Somos hoy un país pobre, una deuda externa extenuante pesa sobre nuestro pueblo. Sufrimos una sensación de impotencia que parece comprometer la vida de los hombres.
Sin embargo, creo en verdad que estamos frente a ese momento de supremo peligro que es, a la vez, aquel en el que crece lo que nos puede salvar, en el decir de Hölderlin.
No sabemos adonde nos llevarán los años decisivos que estamos viviendo, pero sí podemos afirmar que una concepción nueva de la vida está ya entre nosotros. En medio del caos, la pobreza y el desempleo todos nos estamos sintiendo hermanados quizá como nunca antes.
Martes
Me tranquilizó que hoy no hubiera nada previsto, ningún compromiso. Nada «agendado», como se dice ahora.
A las siete de la tarde nos fuimos tranquilamente al Círculo de Bellas Artes y nos sentamos en uno de los grandes sofás al fondo, a ese lugar que graciosamente llaman pecera, único sitio apartado y silencioso.

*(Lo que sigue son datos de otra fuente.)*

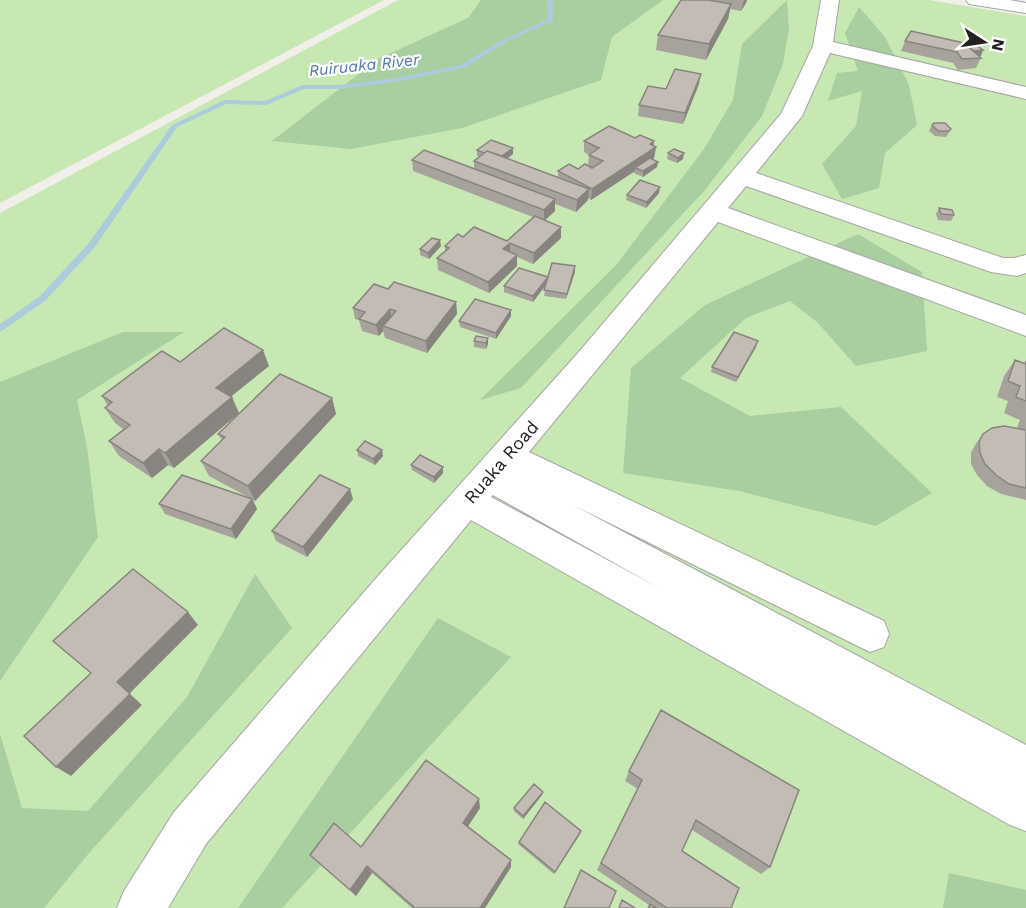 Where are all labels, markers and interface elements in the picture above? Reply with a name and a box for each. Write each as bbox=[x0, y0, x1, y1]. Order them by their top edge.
north arrow bbox=[954, 12, 1014, 72]
text: N bbox=[988, 37, 1009, 53]
water label: Ruiruaka River bbox=[308, 50, 421, 80]
street label: Ruaka Road bbox=[459, 416, 543, 508] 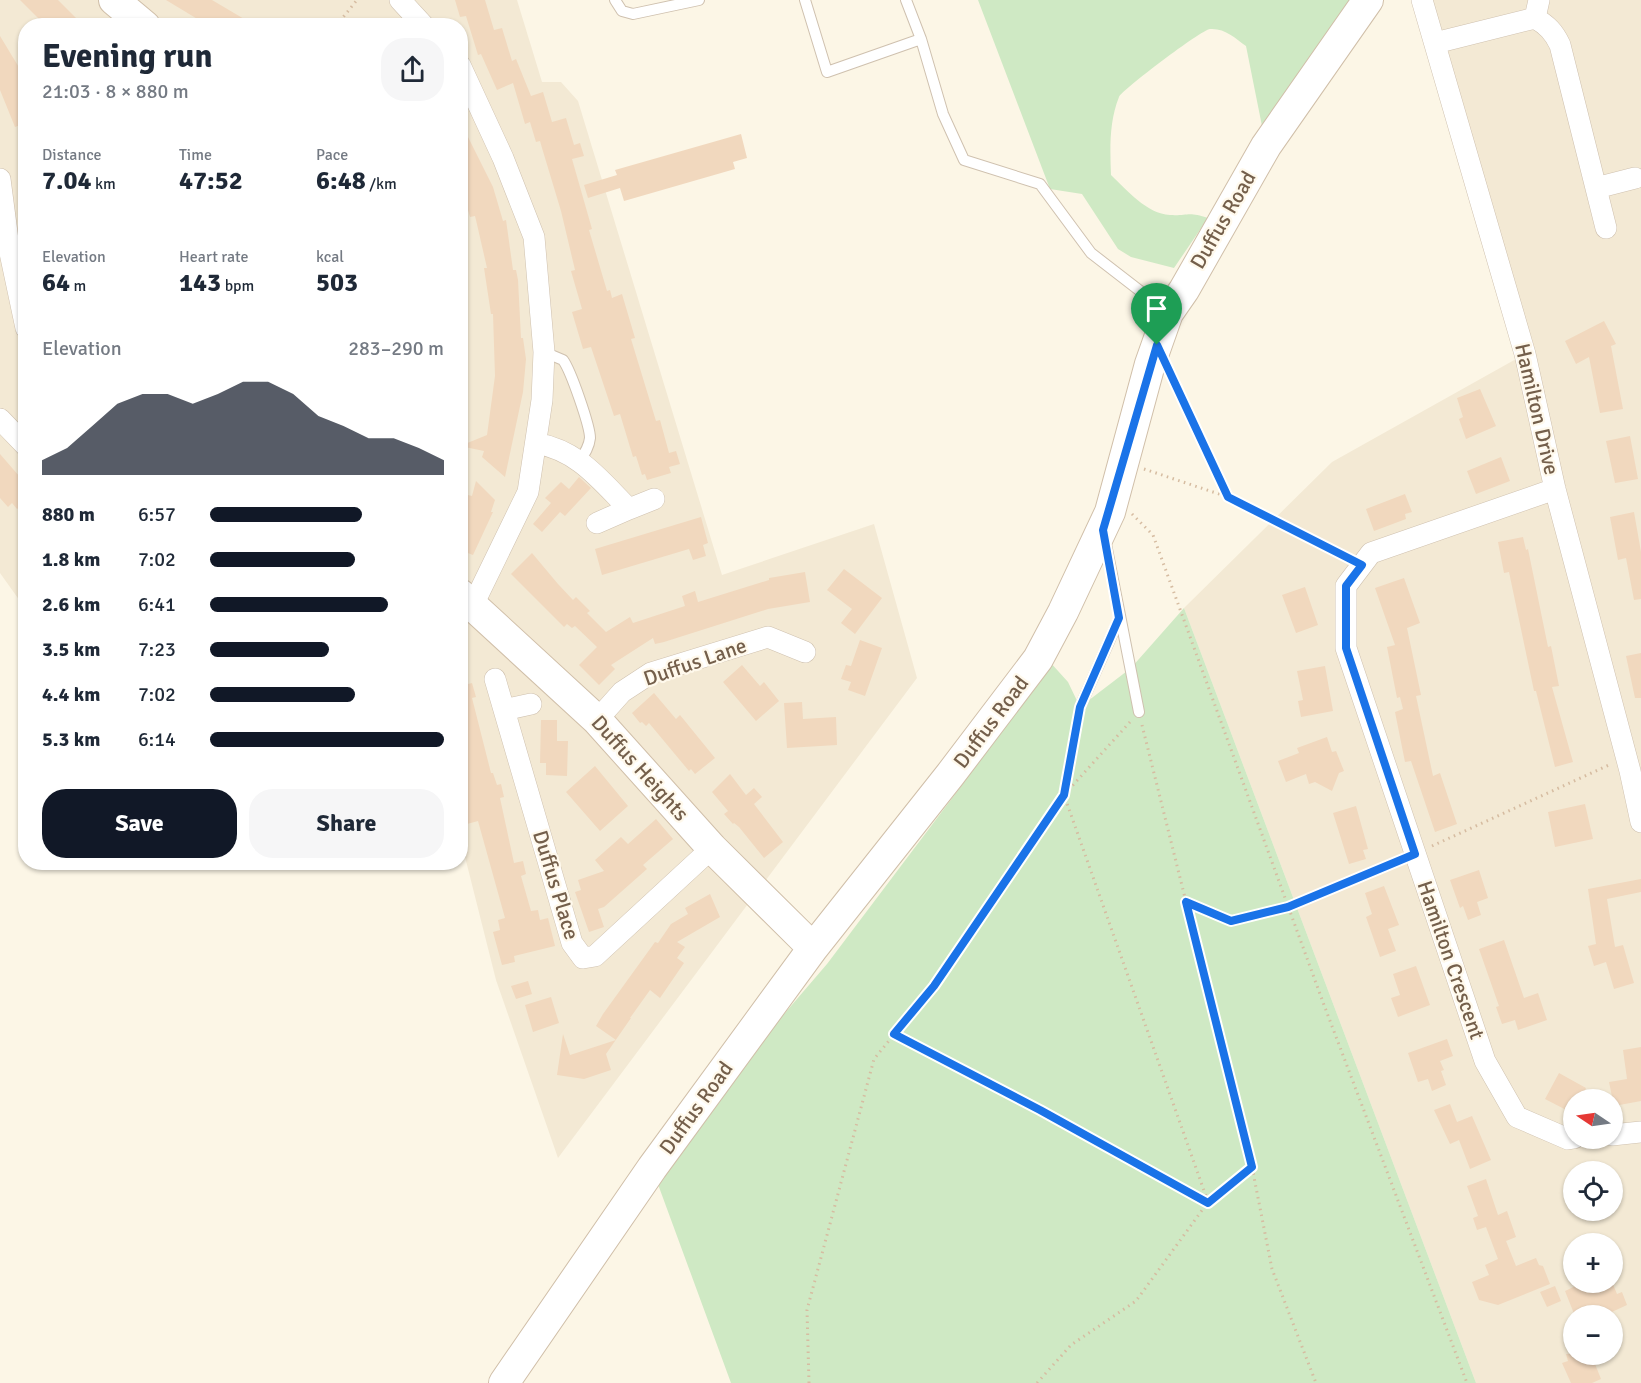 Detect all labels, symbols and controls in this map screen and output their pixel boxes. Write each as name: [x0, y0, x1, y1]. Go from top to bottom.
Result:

Desde los ventanales observo el tumulto de la ciudad. Las luces comienzan a encenderse y el tráfico de la Gran Vía me recuerda a nuestra Avenida Corrientes. ¿Y por qué habría de asombrarme? A fin de cuentas es como toda gran ciudad, con sus ruidos, su contaminación, su ritmo vertiginoso. Un marasmo de autobuses y peatones iluminados artificialmente por carteles publicitarios. Y los edificios que enorgullecen a la gente moderna, como si de la Babel se tratara.
La ciudad por la que siento nostalgia, la que ansiosamente deseo reencontrar, no es la que estoy viendo, áspera y prestigiosa ciudad europea con sus antiguos mármoles, sus fuentes y monumentos, el empedrado de sus plazas, su majestuoso Prado, sino aquella que conservo a salvo en los espacios de la memoria, una ciudad construida por aromas, sonidos, el declinar de una tarde, una esquina, una cena compartida. Por algo tan leve, pero de tanta gravedad, hecho de presencia y de espíritu. Sí, sobre todo de espíritu.